Son envie d’être ingénieure spécialisée dans le bâtiment et les travaux publics, elle la tient « de ma grand mère, elle était chauffeuse poids-lourds et elle me racontait qu’il y avait une très bonne ambiance sur le terrain« . Annaëlle Bagot décide alors de faire sa prépa puis son master à CESI Strasbourg. « On n’est pas à majorité féminine en BTP. Quand j’ai commencé mes deux premières années, on était quatre pour une quarantaine d’étudiants en tout« .
Un premier pôle de prévention dans son école
Très engagée sur la place des femmes dans ce domaine mais aussi sur les questions de santé physique et mentale, c’est en se rendant à un congrès du Bureau national des écoles d’ingénieurs qu’elle se rend compte de quelque chose. « Tous les étudiants présents des écoles d’ingénieurs avaient des pôles de prévention, des associations qui visaient à favoriser l’inclusion, la féminisation dans ce domaine donc c’est comme ça qu’on a créé notre pôle de prévention« , raconte-t-elle.

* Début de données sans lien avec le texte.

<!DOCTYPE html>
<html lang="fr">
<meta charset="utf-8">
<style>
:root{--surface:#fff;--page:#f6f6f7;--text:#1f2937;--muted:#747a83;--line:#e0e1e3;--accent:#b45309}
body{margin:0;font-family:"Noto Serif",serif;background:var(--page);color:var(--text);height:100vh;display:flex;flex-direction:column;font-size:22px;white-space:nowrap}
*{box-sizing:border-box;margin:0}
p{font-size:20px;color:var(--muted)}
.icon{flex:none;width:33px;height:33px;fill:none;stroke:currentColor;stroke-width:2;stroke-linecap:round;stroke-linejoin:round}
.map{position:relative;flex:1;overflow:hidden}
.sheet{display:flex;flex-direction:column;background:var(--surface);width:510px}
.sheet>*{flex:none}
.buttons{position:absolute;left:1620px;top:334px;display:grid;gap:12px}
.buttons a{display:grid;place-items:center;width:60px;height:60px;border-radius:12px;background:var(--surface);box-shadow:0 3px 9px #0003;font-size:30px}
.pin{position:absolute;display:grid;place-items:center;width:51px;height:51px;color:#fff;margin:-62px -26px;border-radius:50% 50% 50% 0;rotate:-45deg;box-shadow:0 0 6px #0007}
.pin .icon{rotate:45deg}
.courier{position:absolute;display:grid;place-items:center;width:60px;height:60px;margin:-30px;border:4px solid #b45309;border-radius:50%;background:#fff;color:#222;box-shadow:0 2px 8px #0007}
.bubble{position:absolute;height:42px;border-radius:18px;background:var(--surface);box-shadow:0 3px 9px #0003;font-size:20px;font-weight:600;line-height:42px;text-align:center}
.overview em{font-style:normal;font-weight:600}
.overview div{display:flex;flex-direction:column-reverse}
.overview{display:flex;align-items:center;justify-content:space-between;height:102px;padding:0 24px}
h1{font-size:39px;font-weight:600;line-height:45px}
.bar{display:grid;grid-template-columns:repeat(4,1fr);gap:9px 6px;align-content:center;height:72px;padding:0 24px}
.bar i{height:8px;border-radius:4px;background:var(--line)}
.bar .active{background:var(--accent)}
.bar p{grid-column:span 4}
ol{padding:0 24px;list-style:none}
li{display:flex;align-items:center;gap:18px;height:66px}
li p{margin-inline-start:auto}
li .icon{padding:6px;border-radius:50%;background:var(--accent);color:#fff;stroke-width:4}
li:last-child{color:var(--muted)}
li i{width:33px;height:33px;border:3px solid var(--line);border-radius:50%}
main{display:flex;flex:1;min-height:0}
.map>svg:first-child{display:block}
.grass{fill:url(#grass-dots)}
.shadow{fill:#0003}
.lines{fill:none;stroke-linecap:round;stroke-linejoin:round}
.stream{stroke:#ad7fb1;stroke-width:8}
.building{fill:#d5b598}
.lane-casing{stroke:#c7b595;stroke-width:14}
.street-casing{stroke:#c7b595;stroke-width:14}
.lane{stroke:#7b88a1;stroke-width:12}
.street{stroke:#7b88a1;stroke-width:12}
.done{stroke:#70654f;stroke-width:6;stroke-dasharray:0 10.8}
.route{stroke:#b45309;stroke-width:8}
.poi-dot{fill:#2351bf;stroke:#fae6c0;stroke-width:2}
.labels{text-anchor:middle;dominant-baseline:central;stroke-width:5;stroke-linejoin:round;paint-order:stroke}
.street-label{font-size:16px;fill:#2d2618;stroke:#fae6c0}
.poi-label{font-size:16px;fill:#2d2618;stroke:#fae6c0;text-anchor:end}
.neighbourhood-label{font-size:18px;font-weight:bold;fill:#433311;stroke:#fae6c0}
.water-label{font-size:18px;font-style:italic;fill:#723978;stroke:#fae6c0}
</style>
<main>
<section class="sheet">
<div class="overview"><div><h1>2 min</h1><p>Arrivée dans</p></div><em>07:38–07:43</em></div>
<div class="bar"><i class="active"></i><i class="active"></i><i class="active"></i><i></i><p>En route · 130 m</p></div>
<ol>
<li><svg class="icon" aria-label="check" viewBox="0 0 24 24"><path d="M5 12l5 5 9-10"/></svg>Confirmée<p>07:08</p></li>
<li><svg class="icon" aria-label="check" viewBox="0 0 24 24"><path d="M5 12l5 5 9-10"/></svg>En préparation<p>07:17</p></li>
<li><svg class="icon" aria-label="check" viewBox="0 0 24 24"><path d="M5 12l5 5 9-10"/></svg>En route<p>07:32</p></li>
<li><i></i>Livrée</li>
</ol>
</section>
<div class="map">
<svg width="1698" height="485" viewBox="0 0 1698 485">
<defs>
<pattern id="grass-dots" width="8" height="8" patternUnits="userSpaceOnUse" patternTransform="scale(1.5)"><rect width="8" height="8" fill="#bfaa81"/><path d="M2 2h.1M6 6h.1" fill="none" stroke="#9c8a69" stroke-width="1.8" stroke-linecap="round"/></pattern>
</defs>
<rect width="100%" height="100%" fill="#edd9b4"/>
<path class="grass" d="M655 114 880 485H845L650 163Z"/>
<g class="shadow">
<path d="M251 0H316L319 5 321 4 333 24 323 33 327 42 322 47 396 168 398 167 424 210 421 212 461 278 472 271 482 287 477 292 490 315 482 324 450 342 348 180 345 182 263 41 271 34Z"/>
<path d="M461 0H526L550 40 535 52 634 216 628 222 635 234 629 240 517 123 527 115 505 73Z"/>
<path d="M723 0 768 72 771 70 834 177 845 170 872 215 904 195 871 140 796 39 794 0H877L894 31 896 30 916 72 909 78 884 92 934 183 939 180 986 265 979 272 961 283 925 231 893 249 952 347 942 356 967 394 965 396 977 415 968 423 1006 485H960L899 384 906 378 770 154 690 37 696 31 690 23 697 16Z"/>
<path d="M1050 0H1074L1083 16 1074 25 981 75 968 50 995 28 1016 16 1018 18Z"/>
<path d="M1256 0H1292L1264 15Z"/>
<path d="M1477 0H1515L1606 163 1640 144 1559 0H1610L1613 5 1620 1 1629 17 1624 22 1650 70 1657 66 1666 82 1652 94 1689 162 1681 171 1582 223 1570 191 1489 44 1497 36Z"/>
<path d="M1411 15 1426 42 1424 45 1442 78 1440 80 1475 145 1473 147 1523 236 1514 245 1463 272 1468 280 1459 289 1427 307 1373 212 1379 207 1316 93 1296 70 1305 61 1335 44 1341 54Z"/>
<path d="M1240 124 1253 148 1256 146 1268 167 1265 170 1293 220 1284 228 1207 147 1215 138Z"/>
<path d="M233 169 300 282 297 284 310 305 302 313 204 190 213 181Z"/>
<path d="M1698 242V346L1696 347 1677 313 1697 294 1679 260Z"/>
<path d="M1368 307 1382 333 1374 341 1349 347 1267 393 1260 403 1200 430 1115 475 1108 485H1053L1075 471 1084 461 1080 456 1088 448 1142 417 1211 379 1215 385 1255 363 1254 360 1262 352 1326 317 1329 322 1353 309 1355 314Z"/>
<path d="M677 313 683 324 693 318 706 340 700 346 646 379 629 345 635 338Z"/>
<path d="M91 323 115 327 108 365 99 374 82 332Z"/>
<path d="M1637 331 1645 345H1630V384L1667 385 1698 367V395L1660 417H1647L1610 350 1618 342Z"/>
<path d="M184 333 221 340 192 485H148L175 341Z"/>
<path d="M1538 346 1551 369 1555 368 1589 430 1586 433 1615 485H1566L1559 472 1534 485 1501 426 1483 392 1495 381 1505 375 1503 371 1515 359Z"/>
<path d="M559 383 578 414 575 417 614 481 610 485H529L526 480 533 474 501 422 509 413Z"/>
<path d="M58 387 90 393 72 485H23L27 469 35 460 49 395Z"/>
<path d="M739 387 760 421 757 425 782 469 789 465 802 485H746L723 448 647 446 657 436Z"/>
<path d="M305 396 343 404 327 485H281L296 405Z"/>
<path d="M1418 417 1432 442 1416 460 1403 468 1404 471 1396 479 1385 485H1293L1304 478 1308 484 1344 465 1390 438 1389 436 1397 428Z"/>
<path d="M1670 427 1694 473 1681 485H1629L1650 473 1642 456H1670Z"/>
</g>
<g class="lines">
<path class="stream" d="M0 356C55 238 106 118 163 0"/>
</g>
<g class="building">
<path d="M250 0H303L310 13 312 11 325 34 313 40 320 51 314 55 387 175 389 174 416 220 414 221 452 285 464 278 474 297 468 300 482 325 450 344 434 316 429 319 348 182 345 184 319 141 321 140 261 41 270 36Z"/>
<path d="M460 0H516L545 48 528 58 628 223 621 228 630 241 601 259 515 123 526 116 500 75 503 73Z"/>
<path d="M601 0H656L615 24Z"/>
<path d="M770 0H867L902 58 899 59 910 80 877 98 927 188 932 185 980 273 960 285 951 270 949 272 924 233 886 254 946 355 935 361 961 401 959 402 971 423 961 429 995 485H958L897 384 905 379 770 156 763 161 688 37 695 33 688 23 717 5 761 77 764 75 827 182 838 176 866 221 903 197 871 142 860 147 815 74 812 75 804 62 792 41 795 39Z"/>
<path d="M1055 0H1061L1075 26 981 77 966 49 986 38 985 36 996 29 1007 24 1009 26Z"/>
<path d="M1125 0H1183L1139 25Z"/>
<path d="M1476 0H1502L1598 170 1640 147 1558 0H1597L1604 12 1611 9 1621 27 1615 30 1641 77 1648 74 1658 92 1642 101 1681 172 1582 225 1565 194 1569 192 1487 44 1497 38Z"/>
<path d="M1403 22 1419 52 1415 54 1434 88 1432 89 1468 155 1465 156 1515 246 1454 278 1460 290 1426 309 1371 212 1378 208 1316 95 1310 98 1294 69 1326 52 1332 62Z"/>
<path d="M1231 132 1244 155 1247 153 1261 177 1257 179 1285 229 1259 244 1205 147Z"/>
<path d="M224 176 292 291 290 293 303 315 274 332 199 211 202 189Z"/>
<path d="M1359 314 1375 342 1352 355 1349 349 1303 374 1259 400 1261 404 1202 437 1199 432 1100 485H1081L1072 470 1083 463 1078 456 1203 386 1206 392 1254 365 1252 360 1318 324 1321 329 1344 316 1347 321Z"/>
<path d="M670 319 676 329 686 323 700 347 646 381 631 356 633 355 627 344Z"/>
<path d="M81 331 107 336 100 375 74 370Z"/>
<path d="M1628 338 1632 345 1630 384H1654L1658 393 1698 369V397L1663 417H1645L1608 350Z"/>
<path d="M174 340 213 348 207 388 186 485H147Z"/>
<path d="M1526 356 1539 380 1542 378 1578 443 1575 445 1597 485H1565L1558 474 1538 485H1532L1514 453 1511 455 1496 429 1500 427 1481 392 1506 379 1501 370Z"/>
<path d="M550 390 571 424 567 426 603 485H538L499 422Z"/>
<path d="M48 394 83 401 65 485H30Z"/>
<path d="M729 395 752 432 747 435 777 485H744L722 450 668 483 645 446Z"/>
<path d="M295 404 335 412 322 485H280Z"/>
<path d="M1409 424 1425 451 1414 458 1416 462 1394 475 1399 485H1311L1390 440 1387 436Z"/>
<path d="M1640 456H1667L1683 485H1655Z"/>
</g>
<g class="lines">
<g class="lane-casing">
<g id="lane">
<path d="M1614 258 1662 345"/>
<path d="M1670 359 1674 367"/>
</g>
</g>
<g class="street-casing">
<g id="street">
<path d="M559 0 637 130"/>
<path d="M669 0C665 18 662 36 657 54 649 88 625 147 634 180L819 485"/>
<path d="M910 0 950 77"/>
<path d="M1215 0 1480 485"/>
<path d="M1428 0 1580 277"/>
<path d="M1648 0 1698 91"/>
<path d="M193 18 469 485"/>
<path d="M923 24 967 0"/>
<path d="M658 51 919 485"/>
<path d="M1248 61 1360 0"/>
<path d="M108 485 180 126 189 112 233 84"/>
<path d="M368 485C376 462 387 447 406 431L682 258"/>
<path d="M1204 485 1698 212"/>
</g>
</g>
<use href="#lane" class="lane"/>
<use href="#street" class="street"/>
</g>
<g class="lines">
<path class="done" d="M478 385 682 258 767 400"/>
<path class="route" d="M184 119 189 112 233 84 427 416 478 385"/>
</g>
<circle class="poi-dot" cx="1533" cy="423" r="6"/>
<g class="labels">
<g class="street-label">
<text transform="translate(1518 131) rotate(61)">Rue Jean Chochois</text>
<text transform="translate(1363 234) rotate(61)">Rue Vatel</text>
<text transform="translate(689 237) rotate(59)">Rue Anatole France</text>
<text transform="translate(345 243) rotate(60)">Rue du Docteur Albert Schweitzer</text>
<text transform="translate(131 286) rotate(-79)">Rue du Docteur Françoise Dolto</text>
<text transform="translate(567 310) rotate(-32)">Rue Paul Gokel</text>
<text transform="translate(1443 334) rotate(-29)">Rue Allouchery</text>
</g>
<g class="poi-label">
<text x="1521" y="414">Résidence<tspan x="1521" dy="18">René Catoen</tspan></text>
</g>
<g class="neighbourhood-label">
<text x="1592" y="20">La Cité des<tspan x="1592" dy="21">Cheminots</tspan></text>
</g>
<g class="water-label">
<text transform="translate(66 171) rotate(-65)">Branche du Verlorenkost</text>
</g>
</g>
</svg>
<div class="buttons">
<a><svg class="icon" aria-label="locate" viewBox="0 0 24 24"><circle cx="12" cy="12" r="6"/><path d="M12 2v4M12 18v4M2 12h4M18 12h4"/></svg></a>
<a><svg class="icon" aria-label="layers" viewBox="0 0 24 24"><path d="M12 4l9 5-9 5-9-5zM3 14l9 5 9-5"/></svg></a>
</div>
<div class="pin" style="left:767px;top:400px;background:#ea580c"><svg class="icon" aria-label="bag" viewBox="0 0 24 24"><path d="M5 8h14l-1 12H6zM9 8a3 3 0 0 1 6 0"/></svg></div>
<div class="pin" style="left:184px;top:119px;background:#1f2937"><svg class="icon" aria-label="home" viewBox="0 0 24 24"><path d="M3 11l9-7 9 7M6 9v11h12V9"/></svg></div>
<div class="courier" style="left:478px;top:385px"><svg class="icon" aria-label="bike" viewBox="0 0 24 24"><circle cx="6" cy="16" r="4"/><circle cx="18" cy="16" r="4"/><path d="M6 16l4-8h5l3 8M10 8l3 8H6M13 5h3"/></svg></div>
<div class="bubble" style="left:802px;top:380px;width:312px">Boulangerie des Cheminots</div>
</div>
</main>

Avec d’autres étudiants, elle enchaîne les projets au sein de son école, « on a mis en place des groupes de parole mensuels pour les étudiants, animés par des professionnels de la santé mentale. On a aussi mis en place des distributions de protections périodiques dans les toilettes« , explique la jeune femme de 22 ans. Elle a aussi créé des affiches pour sensibiliser sur le handicap, d’autres sur les violences sexuelles. « C’était assez varié. On a mis aussi en place des ‘safe zones’ quand l’école organisait des galas. Des zones pour être en sécurité, on a fait venir la protection civile aussi ».
Des études qui ont « plus de sens »
Tant de projets qu’Annaëlle Bagot décide d’exposer dans sa candidature pour le concours Les Talentes 2025. Une distinction décernée par la fédération Cinov, qui valorise l’engagement des femmes dans les métiers de l’ingénierie, du conseil et du numérique. Elle remporte le prix dans la catégorie « Jeune Talente ». La future ingénieure ne s’y attendait pas du tout. « Pour moi, tous ces projets, c’était quelque chose de naturel qui coulait de source. J’avais juste envie que ça ait un peu plus de sens pour moi d’être dans ce campus, de faire ce métier« . Depuis, elle continue de faire de la prévention et de sensibiliser avant de passer le flambeau quand elle quittera son école à la fin de l’année scolaire.